目次
1. はじめに
今回は、Auto Loader の スキーマ推論と進化の機能について説明します。
第1回: Auto Loader の概要、Quick Start 方法をしてみる
第2回: Auto Loader を Delta Live Table と組み合わせて使用してみる
第3回: Auto Loader の スキーマ推論と進化の機能について説明する(今回)
スキーマ推論と進化の機能がどのように設定され、動作するかを説明いたします。
背景:
前のシリーズで紹介されたように、Auto Loader は入力データに新しいファイルがあると自動的に検出して処理します。スキーマが変更された場合やスキーマ情報を定義せずにテーブルを作成した場合の動作について説明していませんでした。
目的:
Auto Loader のスキーマ推論と進化を使用して、スキーマの変更を自動的に処理できます。これにより、さまざまな形式のデータ変更に柔軟かつ効率的に対応できるようになります。
2. Auto Loader のスキーマ推論と進化とは
Auto Loader のスキーマ推論は、クラウドストレージに追加された新しいファイルを自動的に検出し、 データスキーマを明示的に宣言せずにテーブルを初期化する機能です。スキーマ推論により、データスキーマの宣言を自動化することができます。
Auto Loader のスキーマ進化は、新しい列が導入された場合にテーブルのスキーマを進化させる機能です。 データのスキーマが変更されると、スキーマの進化は既存のテーブルを自動的に検出し、データの損失なしに進化させます。
スキーマ推論と展開に対しては、以下の形式がサポートされています。
ファイル形式 | サポートされているバージョン |
JSON | すべてのバージョン |
CSV | すべてのバージョン |
XML | Databricks Runtime 14.3 以降 |
Avro | Databricks Runtime 10.2 以降 |
Parquet | Databricks Runtime 11.1 以降 |
ORC | サポートされていません |
Text | 該当なし (固定スキーマ) |
Binaryfile | 該当なし (固定スキーマ) |
3. スキーマ推論と進化の設定
前回のブログでは、Auto Loader を使用して [2020_Yellow_Taxi_Trip_Data] データセットをストレージアカウントからロードしました。今回は、そのデータデットを再利用してスキーマ推論と進化の機能を説明します。

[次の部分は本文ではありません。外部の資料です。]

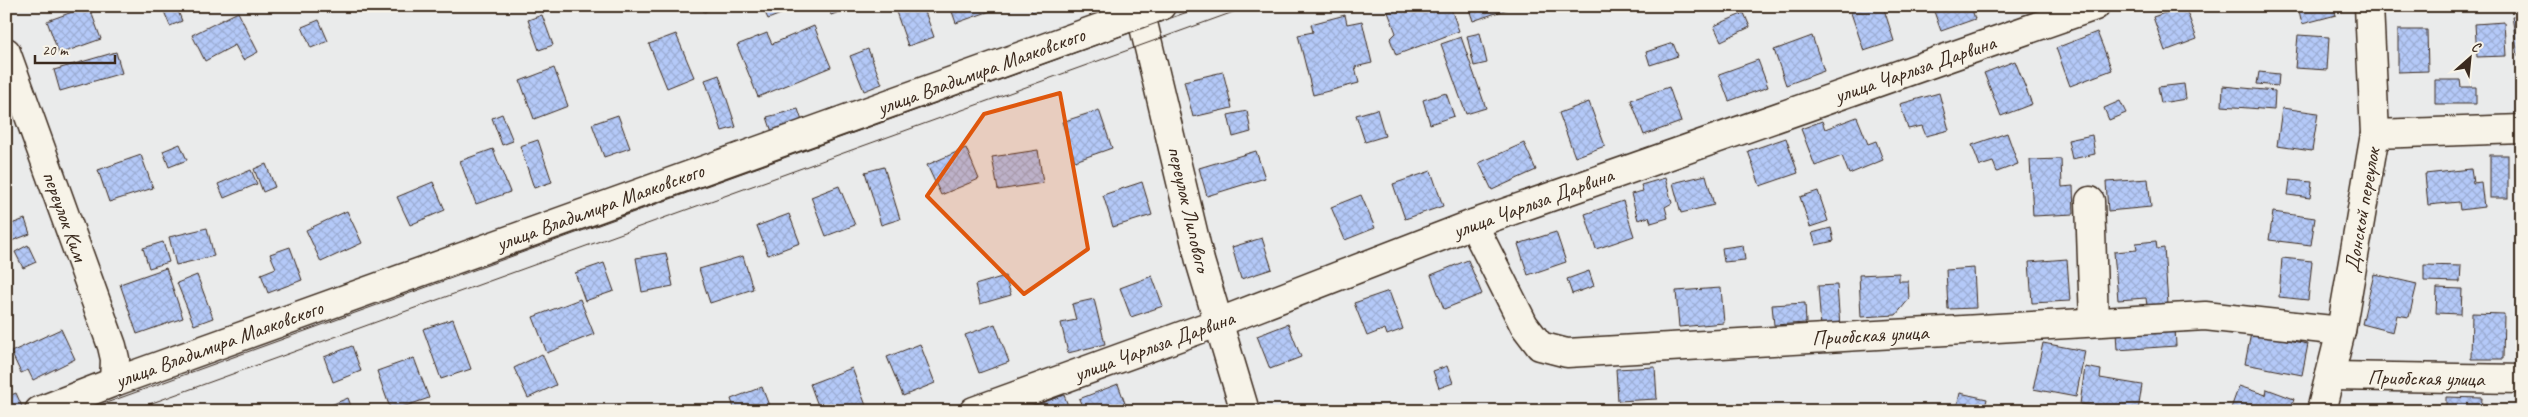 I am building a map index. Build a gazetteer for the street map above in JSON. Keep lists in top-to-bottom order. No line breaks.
{"streets":{"lane":["улица Чарльза Дарвина","улица Владимира Маяковского","переулок Липового","Донской переулок","переулок Ким","Приобская улица"]},"crossings":[["улица Чарльза Дарвина","переулок Липового"],["улица Чарльза Дарвина","Приобская улица"],["улица Владимира Маяковского","переулок Липового"],["улица Владимира Маяковского","переулок Ким"],["Донской переулок","Приобская улица"]],"scale_bar":"20 m","north":"top right"}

① 最初、Databricks ワークスペースでノートブックを作成します。
ワークスペースの画面で、「New」を選択して、「Notebook」をクリックします。
② オプション [cloudFiles.schemaLocation] にターゲット ディレクトリを指定すると、スキーマの推論と進化が可能になります。
この例では、ターゲットディレクトリは [/FileStore/AutoLoader/SchemaInfrenceEvolution/_checkpoints] です。
[path_to_data_source] の値をデータソースのURLに変更します。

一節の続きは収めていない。